++++ Data for this exercise ++++

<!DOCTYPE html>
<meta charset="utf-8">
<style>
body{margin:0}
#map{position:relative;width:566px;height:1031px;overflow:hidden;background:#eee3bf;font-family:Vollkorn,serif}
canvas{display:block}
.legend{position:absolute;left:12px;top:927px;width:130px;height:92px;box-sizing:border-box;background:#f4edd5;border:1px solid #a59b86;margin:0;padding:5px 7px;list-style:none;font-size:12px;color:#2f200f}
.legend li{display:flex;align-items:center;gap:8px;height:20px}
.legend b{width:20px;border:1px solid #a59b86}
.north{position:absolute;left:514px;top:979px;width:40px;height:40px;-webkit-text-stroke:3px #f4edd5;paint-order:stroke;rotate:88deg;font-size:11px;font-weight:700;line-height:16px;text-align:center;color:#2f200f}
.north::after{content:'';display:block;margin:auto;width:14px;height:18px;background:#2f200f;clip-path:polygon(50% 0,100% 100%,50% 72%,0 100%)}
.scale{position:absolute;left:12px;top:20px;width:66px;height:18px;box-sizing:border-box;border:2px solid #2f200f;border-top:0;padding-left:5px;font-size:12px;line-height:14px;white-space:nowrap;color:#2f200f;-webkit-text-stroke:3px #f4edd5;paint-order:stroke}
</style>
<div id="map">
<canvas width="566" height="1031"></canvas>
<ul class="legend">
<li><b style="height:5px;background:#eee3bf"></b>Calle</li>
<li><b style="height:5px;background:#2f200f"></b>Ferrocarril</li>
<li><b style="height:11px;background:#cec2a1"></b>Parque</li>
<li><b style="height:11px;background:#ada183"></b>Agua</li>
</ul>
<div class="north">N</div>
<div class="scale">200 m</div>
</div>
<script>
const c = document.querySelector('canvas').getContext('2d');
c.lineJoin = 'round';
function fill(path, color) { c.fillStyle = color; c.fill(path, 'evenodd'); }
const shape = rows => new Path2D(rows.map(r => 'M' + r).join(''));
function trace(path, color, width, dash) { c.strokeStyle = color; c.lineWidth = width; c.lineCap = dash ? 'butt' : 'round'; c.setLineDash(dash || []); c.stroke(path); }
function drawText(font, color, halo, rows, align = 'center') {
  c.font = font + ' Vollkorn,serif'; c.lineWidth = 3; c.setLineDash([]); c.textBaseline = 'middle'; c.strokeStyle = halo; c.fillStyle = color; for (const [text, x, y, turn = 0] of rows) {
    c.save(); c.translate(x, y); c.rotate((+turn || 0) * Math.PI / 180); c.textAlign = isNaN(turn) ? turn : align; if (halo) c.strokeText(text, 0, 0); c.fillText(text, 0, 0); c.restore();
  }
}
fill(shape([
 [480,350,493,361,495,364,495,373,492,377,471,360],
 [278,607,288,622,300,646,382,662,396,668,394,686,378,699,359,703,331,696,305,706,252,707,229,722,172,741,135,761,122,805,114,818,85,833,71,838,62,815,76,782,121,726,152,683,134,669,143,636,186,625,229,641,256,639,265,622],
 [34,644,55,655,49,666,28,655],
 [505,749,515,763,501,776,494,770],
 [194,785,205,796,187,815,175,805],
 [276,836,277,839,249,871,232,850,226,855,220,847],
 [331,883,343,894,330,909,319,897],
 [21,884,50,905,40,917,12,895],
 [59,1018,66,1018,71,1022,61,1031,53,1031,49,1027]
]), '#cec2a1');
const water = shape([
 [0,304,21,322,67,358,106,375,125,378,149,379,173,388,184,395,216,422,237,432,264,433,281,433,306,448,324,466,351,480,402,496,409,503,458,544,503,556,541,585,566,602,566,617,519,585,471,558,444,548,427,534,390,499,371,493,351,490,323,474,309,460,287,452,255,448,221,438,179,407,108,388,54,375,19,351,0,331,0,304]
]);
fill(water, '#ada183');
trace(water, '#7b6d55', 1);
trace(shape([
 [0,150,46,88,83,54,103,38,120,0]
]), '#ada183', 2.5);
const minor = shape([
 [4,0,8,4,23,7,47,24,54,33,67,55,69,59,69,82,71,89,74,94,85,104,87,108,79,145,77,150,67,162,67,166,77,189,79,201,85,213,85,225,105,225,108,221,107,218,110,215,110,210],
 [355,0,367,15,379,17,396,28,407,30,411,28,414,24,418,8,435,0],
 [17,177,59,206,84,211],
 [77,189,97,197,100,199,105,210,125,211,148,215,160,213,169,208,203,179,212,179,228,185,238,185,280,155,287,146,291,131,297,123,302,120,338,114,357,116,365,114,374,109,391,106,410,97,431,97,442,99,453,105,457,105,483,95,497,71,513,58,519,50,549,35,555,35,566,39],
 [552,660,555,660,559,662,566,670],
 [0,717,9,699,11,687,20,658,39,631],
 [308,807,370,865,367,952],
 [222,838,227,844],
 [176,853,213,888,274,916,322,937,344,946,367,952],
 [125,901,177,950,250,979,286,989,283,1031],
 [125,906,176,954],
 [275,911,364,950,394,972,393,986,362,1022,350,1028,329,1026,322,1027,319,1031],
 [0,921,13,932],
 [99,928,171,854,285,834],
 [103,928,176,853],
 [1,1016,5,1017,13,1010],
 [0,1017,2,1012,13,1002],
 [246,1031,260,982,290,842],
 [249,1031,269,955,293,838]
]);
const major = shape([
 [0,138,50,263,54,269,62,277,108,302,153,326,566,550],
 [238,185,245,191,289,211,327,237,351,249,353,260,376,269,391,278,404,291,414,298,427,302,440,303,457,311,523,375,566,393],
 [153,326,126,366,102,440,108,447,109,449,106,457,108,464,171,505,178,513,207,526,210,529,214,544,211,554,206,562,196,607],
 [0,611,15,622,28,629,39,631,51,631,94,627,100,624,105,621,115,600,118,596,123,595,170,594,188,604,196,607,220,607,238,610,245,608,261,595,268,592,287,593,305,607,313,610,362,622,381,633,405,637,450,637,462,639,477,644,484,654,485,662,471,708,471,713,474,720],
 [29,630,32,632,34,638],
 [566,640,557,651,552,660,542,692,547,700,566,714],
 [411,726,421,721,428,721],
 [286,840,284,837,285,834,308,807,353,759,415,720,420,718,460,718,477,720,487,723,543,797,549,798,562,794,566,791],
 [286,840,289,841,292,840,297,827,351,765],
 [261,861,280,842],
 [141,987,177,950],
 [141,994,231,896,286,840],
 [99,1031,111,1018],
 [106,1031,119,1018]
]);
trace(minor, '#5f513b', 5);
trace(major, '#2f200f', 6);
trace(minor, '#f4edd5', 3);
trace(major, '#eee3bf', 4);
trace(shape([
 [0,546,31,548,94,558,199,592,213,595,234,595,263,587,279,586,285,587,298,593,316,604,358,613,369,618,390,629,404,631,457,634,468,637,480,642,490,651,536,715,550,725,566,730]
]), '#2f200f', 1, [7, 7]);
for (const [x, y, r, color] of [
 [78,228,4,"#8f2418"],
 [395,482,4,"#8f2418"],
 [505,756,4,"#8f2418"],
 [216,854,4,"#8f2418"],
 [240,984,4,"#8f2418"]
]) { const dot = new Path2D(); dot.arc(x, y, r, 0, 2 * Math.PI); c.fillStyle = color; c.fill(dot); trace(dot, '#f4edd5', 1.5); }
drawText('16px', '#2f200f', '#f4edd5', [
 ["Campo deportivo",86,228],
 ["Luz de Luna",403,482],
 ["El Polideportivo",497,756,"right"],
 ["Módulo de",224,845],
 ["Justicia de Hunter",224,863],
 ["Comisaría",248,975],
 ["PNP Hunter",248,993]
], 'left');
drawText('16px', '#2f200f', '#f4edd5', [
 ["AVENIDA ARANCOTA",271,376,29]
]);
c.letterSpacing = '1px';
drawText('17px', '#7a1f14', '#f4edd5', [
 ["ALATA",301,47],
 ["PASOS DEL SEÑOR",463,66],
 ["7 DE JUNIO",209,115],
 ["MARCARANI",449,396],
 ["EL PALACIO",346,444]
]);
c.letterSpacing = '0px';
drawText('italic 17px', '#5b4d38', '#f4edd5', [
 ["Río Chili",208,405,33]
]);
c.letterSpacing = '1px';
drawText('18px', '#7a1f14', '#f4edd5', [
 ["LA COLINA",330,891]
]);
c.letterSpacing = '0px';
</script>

++++

-- Required work --
Your answer should be the lines above that contain the word "strokeStyle", copied out.

-- Exercise answer --
function trace(path, color, width, dash) { c.strokeStyle = color; c.lineWidth = width; c.lineCap = dash ? 'butt' : 'round'; c.setLineDash(dash || []); c.stroke(path); }
  c.font = font + ' Vollkorn,serif'; c.lineWidth = 3; c.setLineDash([]); c.textBaseline = 'middle'; c.strokeStyle = halo; c.fillStyle = color; for (const [text, x, y, turn = 0] of rows) {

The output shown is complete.